Congress remembers D-Day ahead of Thursday’s 75th anniversary

World leaders, including members of Congress, will gather Thursday overlooking the beaches of Normandy to honor the 75th anniversary of the D-Day invasion and the heroism of those who served to save the world from Nazi terror. But on Tuesday, a much smaller (though perhaps no less emotional) ceremony took place in the Capitol complex.

Organized in conjunction with the United States Holocaust Memorial Museum, members of Congress took time to listen to Steven Joseph Fenves, a Holocaust survivor who was held in the Auschwitz-Birkenau concentration camp and later the Buchenwald camp at the time of its liberation by American forces.

“June 6, 1944, was my 13th birthday. If the war had not intervened, that would have been the day of my bar mitzvah,” Fenves said. “That bar mitzvah never took place. By June of 1944, my family had been living under occupation for four years.”

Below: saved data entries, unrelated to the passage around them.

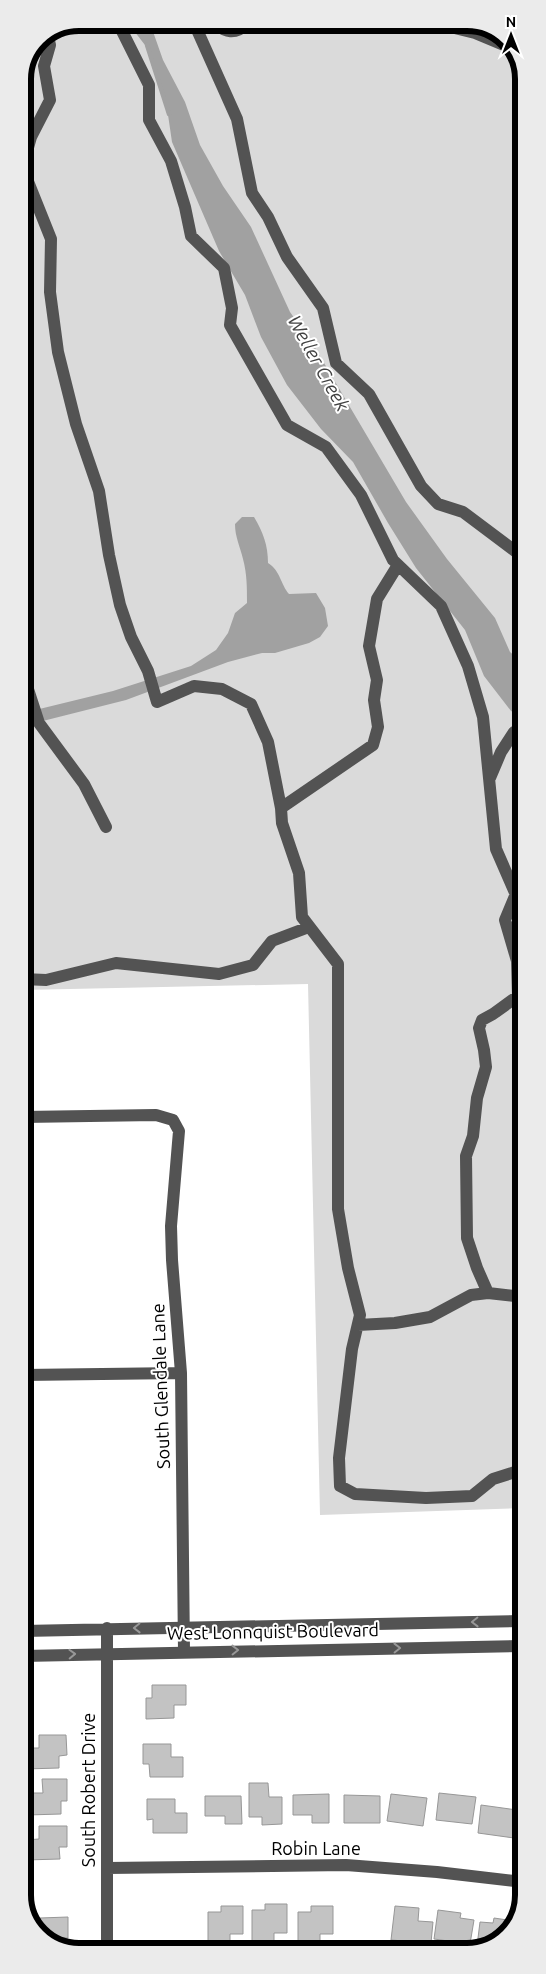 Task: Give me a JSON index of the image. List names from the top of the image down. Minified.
{"streets":{"street":["South Glendale Lane","West Lonnquist Boulevard","South Robert Drive","Robin Lane"]},"crossings":[["South Glendale Lane","West Lonnquist Boulevard"],["West Lonnquist Boulevard","South Robert Drive"],["South Robert Drive","Robin Lane"]],"water":["Weller Creek"],"north":"top"} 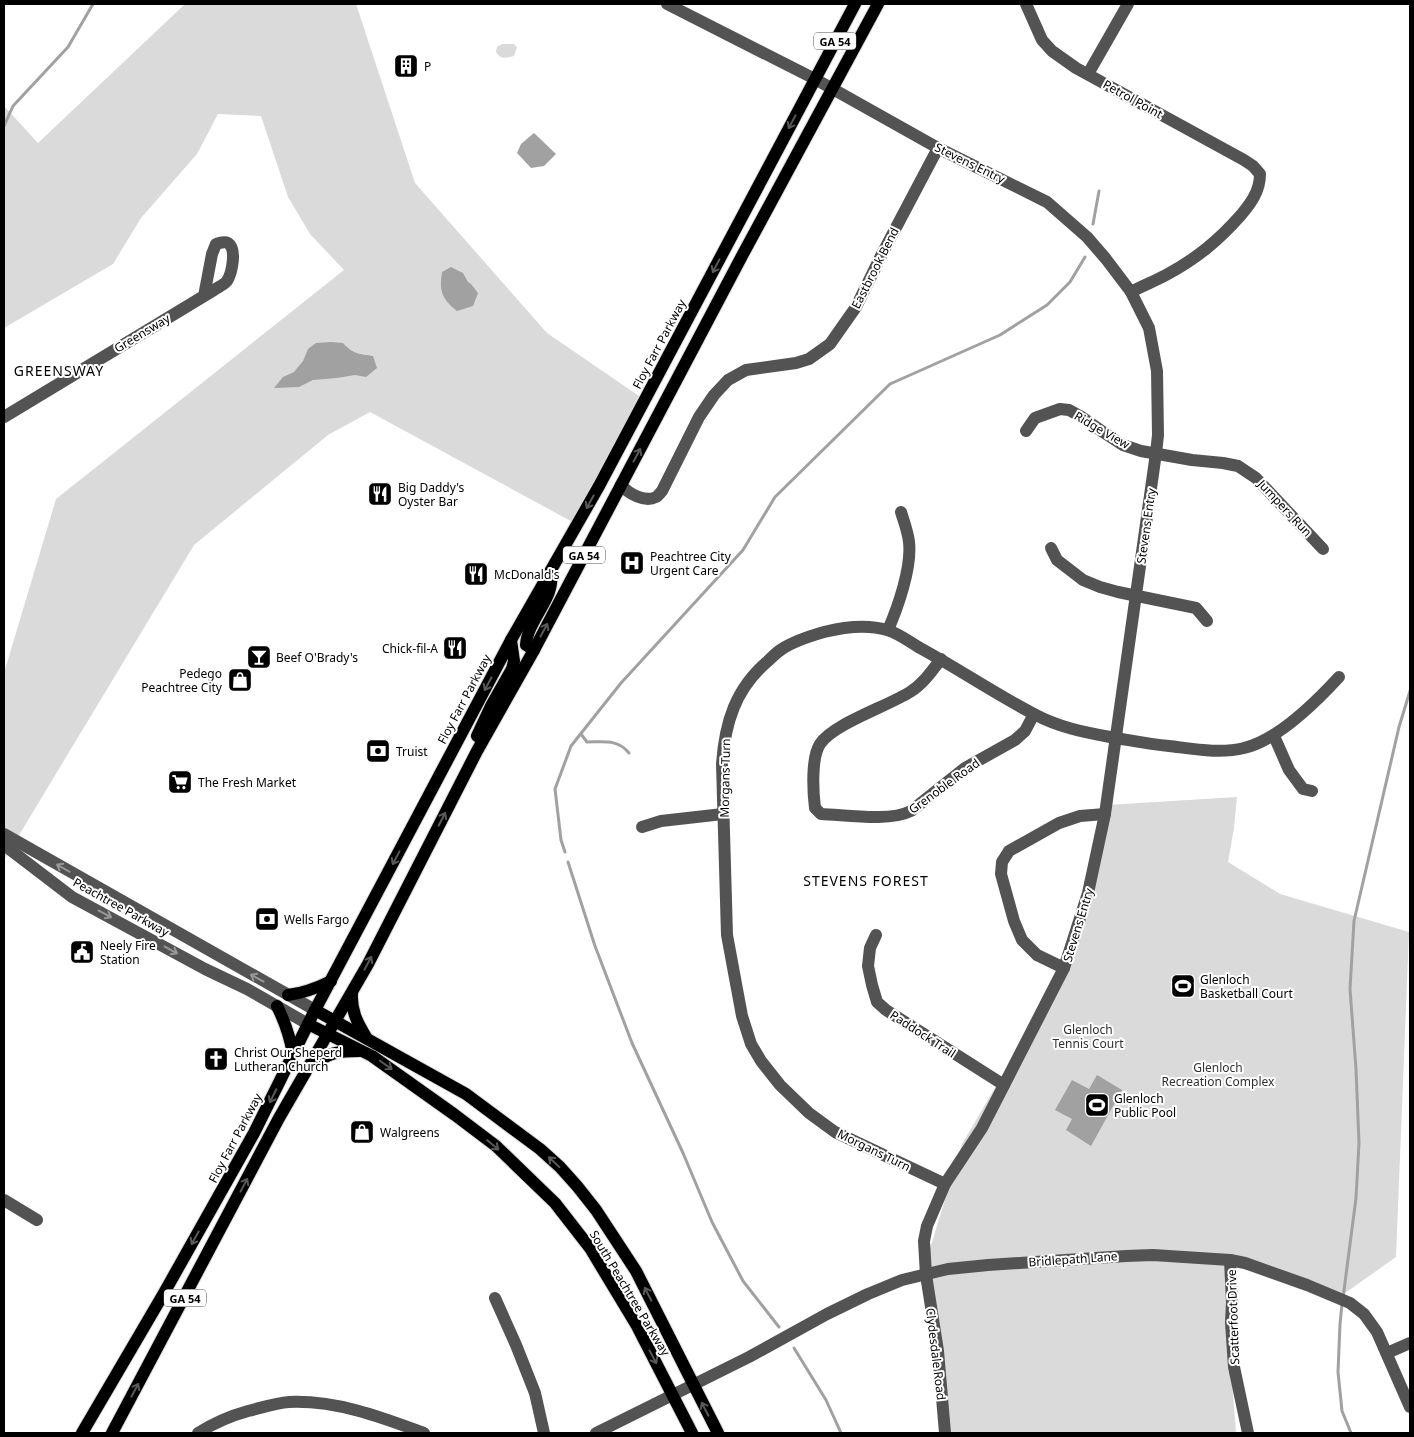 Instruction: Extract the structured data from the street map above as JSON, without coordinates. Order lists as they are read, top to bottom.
{
  "streets": {
    "main road": ["GA 54", "Floy Farr Parkway", "South Peachtree Parkway"],
    "street": [
      "Petrol Point",
      "Stevens Entry",
      "Eastbrook Bend",
      "Greensway",
      "Ridge View",
      "Jumpers Run",
      "Morgans Turn",
      "Grenoble Road",
      "Peachtree Parkway",
      "Paddock Trail",
      "Bridlepath Lane",
      "Scatterfoot Drive",
      "Clydesdale Road"
    ]
  },
  "crossings": [
    ["GA 54", "Stevens Entry"],
    ["GA 54", "Eastbrook Bend"],
    ["GA 54", "South Peachtree Parkway"],
    ["Petrol Point", "Stevens Entry"],
    ["Stevens Entry", "Eastbrook Bend"],
    ["Stevens Entry", "Floy Farr Parkway"],
    ["Stevens Entry", "Ridge View"],
    ["Stevens Entry", "Jumpers Run"],
    ["Stevens Entry", "Morgans Turn"],
    ["Stevens Entry", "Paddock Trail"],
    ["Stevens Entry", "Bridlepath Lane"],
    ["Stevens Entry", "Clydesdale Road"],
    ["Floy Farr Parkway", "Peachtree Parkway"],
    ["Floy Farr Parkway", "South Peachtree Parkway"],
    ["Ridge View", "Jumpers Run"],
    ["Morgans Turn", "Grenoble Road"],
    ["Peachtree Parkway", "South Peachtree Parkway"],
    ["Bridlepath Lane", "South Peachtree Parkway"],
    ["Bridlepath Lane", "Scatterfoot Drive"],
    ["Bridlepath Lane", "Clydesdale Road"]
  ],
  "districts": ["GREENSWAY", "STEVENS FOREST"],
  "parks": ["Glenloch Tennis Court", "Glenloch Recreation Complex"],
  "places": {
    "building": ["P"],
    "restaurant": ["Big Daddy's Oyster Bar", "McDonald's", "Chick-fil-A"],
    "hospital": ["Peachtree City Urgent Care"],
    "bar": ["Beef O'Brady's"],
    "shop": ["Pedego Peachtree City", "Walgreens"],
    "bank": ["Truist", "Wells Fargo"],
    "supermarket": ["The Fresh Market"],
    "public building": ["Neely Fire Station"],
    "sports": ["Glenloch Basketball Court", "Glenloch Public Pool"],
    "church": ["Christ Our Sheperd Lutheran Church"]
  }
} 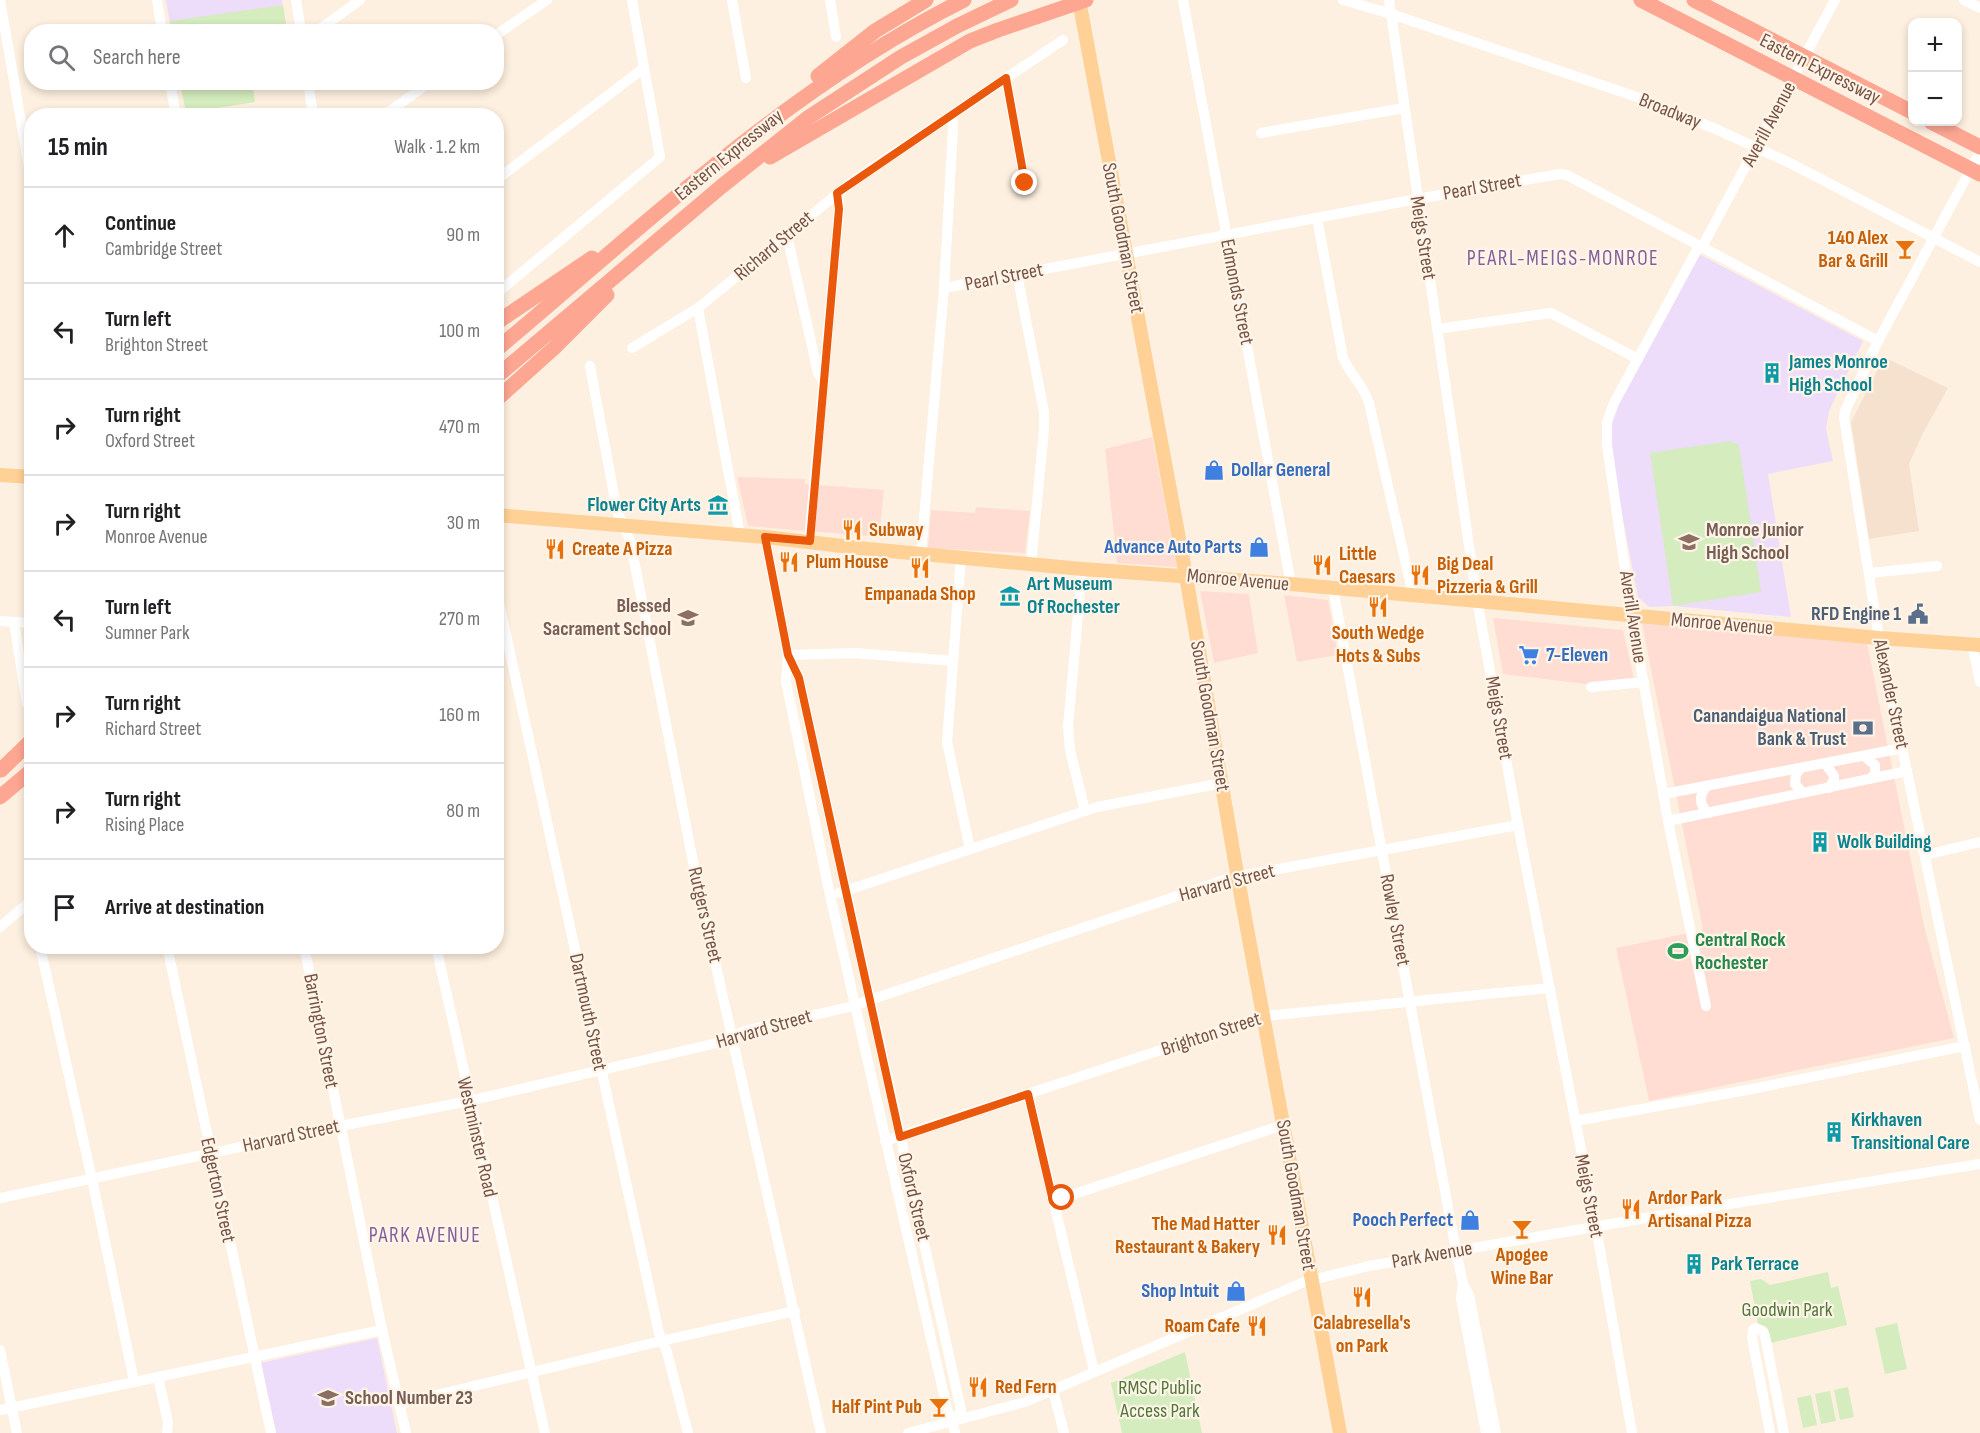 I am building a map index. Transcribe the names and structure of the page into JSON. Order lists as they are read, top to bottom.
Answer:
{
  "streets": {
    "highway": ["Eastern Expressway"],
    "main road": ["South Goodman Street", "Monroe Avenue"],
    "street": [
      "Broadway",
      "Averill Avenue",
      "Pearl Street",
      "Meigs Street",
      "Richard Street",
      "Edmonds Street",
      "Alexander Street",
      "Harvard Street",
      "Rutgers Street",
      "Rowley Street",
      "Dartmouth Street",
      "Barrington Street",
      "Brighton Street",
      "Westminster Road",
      "Edgerton Street",
      "Oxford Street",
      "Park Avenue"
    ]
  },
  "crossings": [
    ["Broadway", "Averill Avenue"],
    ["Broadway", "Meigs Street"],
    ["Broadway", "Alexander Street"],
    ["Averill Avenue", "Pearl Street"],
    ["Averill Avenue", "Monroe Avenue"],
    ["Pearl Street", "South Goodman Street"],
    ["Pearl Street", "Meigs Street"],
    ["Pearl Street", "Edmonds Street"],
    ["Pearl Street", "Alexander Street"],
    ["South Goodman Street", "Monroe Avenue"],
    ["South Goodman Street", "Harvard Street"],
    ["South Goodman Street", "Brighton Street"],
    ["South Goodman Street", "Park Avenue"],
    ["Meigs Street", "Monroe Avenue"],
    ["Meigs Street", "Harvard Street"],
    ["Meigs Street", "Brighton Street"],
    ["Meigs Street", "Park Avenue"],
    ["Edmonds Street", "Monroe Avenue"],
    ["Monroe Avenue", "Alexander Street"],
    ["Monroe Avenue", "Rutgers Street"],
    ["Monroe Avenue", "Rowley Street"],
    ["Monroe Avenue", "Oxford Street"],
    ["Harvard Street", "Rutgers Street"],
    ["Harvard Street", "Rowley Street"],
    ["Harvard Street", "Dartmouth Street"],
    ["Harvard Street", "Barrington Street"],
    ["Harvard Street", "Westminster Road"],
    ["Harvard Street", "Edgerton Street"],
    ["Harvard Street", "Oxford Street"],
    ["Rowley Street", "Brighton Street"],
    ["Rowley Street", "Park Avenue"],
    ["Brighton Street", "Oxford Street"],
    ["Oxford Street", "Park Avenue"]
  ],
  "districts": ["PEARL-MEIGS-MONROE", "PARK AVENUE"],
  "parks": ["Goodwin Park", "RMSC Public Access Park"],
  "places": {
    "bar": ["140 Alex Bar & Grill", "Apogee Wine Bar", "Half Pint Pub"],
    "building": [
      "James Monroe High School",
      "Wolk Building",
      "Kirkhaven Transitional Care",
      "Park Terrace"
    ],
    "shop": [
      "Dollar General",
      "Advance Auto Parts",
      "Pooch Perfect",
      "Shop Intuit"
    ],
    "museum": ["Flower City Arts", "Art Museum Of Rochester"],
    "restaurant": [
      "Subway",
      "Create A Pizza",
      "Plum House",
      "Little Caesars",
      "Empanada Shop",
      "Big Deal Pizzeria & Grill",
      "South Wedge Hots & Subs",
      "Ardor Park Artisanal Pizza",
      "The Mad Hatter Restaurant & Bakery",
      "Calabresella's on Park",
      "Roam Cafe",
      "Red Fern"
    ],
    "school or university": ["Monroe Junior High School", "Blessed Sacrament School", "School Number 23"],
    "public building": ["RFD Engine 1"],
    "supermarket": ["7-Eleven"],
    "bank": ["Canandaigua National Bank & Trust"],
    "sports": ["Central Rock Rochester"]
  },
  "page": {
    "map_buttons": ["+", "−"],
    "search": "Search here",
    "heading": ["15 min", "Walk · 1.2 km"],
    "list": [
      ["Continue", "Cambridge Street", "90 m"],
      ["Turn left", "Brighton Street", "100 m"],
      ["Turn right", "Oxford Street", "470 m"],
      ["Turn right", "Monroe Avenue", "30 m"],
      ["Turn left", "Sumner Park", "270 m"],
      ["Turn right", "Richard Street", "160 m"],
      ["Turn right", "Rising Place", "80 m"],
      "Arrive at destination"
    ]
  }
}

Before Fenves and his family were imprisoned at Auschwitz and Buchenwald, they were first moved to a ghetto from their home in the Hungarian-occupied Yugoslav territories, which were eventually occupied by Nazi Germany. It was there that Fenves first heard from a BBC broadcast that the Allies had landed on the Normandy beaches, and he relayed the news to Jews in the ghetto. Shortly after, he and his family were sent to the camps, which Allied forces steadily worked toward liberating after the D-Day invasion and related offensives. 

The presence of a Holocaust survivor added to the intimate gathering in the Senate side of the Capitol Visitor Center, where senators in attendance largely delivered readings from soldiers who were involved in storming the beaches or from those who experienced the terror of the Nazis.

Freshman Sen. Martha McSally of Arizona, a veteran herself, read from the personal story of Charles Stein, who fled from Nazi-occupied Austria in 1938, came to the United States and was drafted into the Army ahead of the Japanese bombing of Pearl Harbor.

“On D-Day, my team went in with the 29th infantry division. We got on a ship, we went to the beaches of Normandy,” McSally said, quoting Stein. “We were on a ship that couldn’t get in. The first wave that came during the night had blocked the entire beach, and they hadn’t been able to get some of the ships out. Some of them sunk.”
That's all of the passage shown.